Dans ce livre, malheureusement, Agnès Martin-Lugand n'a pas essayé de quitter ses sentiers battus, elle n'a pas cherché à faire autre chose. Au final, avec la deuxième partie, j'ai eu l'impression de me retrouver avec un "Les Gens heureux lisent et boivent du café" remanié... Les parents ne comprennant pas, le mari mort ou inexistant, au final l'héroïne décide de tout quitter pour partir vivre ailleurs avant de rencontrer un bad boy qui l'énerve au départ, mais que bon, c'est bien connu, les femmes sont toujours attirés par les bad boy, et ce dernier n'est jamais aussi méchant qu'il en a l'air.. et pour finir on se retrouve avec une histoire d'amour prévisible, niaise et mièvre...

Autant à la fin des Gens, j'étais confiante, je me suis dit "Bon, je n'ai pas vraiment aimé l'histoire d'amour, mais je n'aime pas trop les romances en général... ça passera peut-être mieux dans son prochain livre"... Et avec "Entre mes mains", j'ai commencé à saturer.

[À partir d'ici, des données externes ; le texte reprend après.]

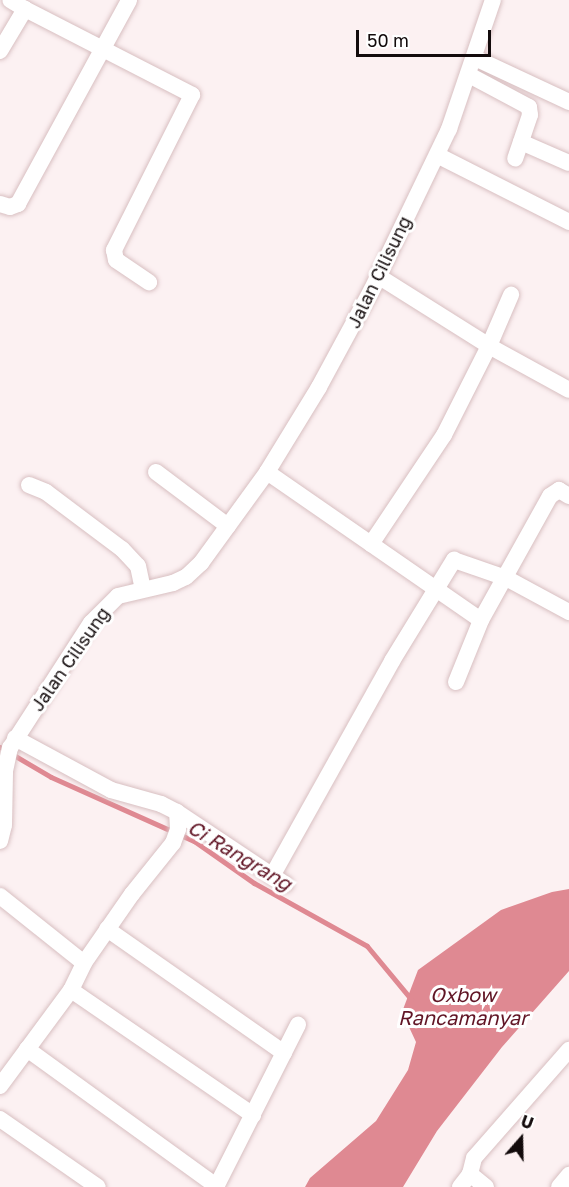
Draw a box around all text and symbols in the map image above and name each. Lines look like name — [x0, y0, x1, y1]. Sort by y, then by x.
scale bar — [359, 18, 494, 56]
text: 50 m — [367, 29, 409, 51]
street label: Jalan Cilisung — [343, 212, 415, 332]
street label: Jalan Cilisung — [26, 603, 114, 715]
water label: Ci Rangrang — [184, 815, 296, 895]
water label: Oxbow Rancamanyar — [398, 982, 528, 1029]
north arrow — [491, 1109, 551, 1169]
text: U — [518, 1111, 536, 1133]

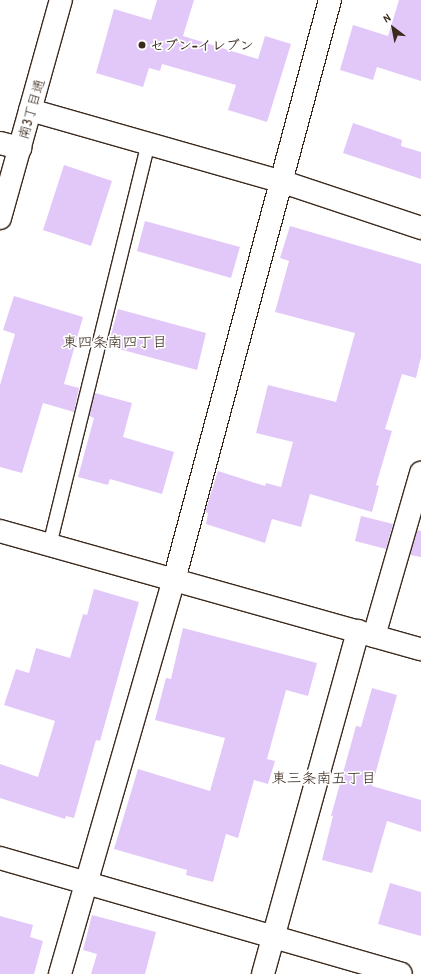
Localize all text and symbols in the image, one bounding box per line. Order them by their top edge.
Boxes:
north arrow [373,8,413,48]
text: N [380,10,393,25]
place label: セブン-イレブン [150,37,254,53]
marker: セブン-イレブン [137,40,147,50]
street label: 南3丁目通 [14,77,48,141]
district label: 東四条南四丁目 [63,333,167,351]
district label: 東三条南五丁目 [272,769,376,787]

C'est vraiment dommage.

Quand je vois que Agnès Martin-Lugand reste autant sur ses acquis et qu'au final son premier tome des Gens est aussi identique qu'Entre mes mains, je ne sais pas si je vais réessayer de lire un autre de ses livres.

Je suis sûre que l'auteur pourrait tenter autre chose, et ainsi surprendre ses lecteurs !

Pour finir, une première partie tout simplement géniale hormis quelques points faibles (comme les descriptions peu existantes, un Paris relayé au second plan), et une seconde partie qui m'a fait saturer, je donne à ce livre une note de 3/5.

Et vous? L'avez-vous lu? Si oui, qu'en avez-vous pensé?